Language reference/Data types

From MCRL2

This page describes all built-in data types with their associated functions and operators, and describes how custom data types can be defined.

The BNF syntax description of data types can be found on its own page.

Predefined functions

The following table lists predefined functions that are available for all data types:

For built-in data types (including structured types) the predefined functions are completely defined. For user defined data types, these are only partially defined (see the section on user-defined data types for detailed information).

Basic types

mCRL2 has a number of elementary datatypes, namely booleans (Bool), positive natural numbers (Pos), natural numbers (Nat), integers (Int) and real numbers (Real).
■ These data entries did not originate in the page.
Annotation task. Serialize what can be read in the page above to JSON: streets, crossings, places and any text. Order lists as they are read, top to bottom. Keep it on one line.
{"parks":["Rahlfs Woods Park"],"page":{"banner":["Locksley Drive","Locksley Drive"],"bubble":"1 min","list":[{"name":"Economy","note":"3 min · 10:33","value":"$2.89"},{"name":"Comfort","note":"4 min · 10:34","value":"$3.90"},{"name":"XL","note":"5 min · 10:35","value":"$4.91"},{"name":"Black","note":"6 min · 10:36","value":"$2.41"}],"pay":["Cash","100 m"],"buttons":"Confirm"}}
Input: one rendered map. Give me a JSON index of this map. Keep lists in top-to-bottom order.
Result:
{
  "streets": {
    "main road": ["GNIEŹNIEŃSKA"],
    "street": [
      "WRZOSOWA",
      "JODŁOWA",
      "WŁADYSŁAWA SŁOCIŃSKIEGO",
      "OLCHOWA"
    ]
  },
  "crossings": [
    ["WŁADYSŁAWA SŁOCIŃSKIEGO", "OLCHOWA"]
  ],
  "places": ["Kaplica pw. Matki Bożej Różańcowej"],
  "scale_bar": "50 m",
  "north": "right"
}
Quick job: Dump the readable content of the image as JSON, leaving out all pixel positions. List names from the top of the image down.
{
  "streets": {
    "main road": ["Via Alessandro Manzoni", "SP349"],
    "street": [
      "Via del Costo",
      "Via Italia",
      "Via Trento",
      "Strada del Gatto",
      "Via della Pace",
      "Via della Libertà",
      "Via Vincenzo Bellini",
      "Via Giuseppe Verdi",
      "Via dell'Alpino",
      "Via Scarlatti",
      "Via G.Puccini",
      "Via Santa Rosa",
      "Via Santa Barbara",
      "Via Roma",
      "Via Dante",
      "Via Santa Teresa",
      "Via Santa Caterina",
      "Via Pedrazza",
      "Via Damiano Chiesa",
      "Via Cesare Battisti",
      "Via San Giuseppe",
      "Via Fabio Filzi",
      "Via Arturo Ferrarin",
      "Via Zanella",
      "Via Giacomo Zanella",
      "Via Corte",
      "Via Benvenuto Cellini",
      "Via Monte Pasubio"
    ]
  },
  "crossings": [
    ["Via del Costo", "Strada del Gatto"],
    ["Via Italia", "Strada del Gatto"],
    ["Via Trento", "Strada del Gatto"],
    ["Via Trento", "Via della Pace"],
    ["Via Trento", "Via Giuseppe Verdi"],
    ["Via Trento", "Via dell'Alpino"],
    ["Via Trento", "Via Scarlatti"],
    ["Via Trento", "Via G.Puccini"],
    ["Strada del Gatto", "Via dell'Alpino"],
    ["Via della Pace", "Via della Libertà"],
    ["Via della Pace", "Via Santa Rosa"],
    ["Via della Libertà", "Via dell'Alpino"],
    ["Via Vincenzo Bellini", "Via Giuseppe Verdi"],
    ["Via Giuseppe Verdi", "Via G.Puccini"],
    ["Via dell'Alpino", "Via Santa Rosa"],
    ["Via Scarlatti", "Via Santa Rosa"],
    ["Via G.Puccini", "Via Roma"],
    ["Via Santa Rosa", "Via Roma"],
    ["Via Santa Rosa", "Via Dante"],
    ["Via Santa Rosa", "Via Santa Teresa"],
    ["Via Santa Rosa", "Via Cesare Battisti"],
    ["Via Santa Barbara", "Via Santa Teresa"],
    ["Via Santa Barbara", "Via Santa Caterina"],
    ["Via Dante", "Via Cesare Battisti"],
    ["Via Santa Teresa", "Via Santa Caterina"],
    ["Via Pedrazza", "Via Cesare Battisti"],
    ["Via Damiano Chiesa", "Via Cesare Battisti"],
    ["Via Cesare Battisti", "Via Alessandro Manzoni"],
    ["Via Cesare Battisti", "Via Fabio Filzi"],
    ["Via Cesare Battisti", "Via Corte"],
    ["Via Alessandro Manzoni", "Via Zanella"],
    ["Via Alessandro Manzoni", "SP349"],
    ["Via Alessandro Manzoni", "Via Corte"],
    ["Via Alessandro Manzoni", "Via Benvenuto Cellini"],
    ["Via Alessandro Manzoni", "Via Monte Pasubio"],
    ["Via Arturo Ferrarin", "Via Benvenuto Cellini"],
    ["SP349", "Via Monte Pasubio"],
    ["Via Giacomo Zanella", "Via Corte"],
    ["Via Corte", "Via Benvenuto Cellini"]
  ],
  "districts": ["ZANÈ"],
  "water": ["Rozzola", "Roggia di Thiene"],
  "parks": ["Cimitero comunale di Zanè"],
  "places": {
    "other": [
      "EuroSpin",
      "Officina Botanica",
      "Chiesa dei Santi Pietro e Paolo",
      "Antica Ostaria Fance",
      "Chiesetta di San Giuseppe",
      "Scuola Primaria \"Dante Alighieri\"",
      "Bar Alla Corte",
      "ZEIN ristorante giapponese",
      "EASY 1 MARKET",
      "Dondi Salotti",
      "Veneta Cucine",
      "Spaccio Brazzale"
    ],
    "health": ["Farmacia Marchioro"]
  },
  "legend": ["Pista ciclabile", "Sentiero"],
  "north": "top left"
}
Typical expression are true, false, x>17 && y<=24 and forall x:Nat. max(x,3)+5==min(y,8). All datatypes, including the standard data types, are internally represented using abstract data types. This has the advantage that numbers do not have a limited range. In particular, there is no largest number in any domain, and there are no smallest integers and reals.

The operators on boolean data types are given in the following table.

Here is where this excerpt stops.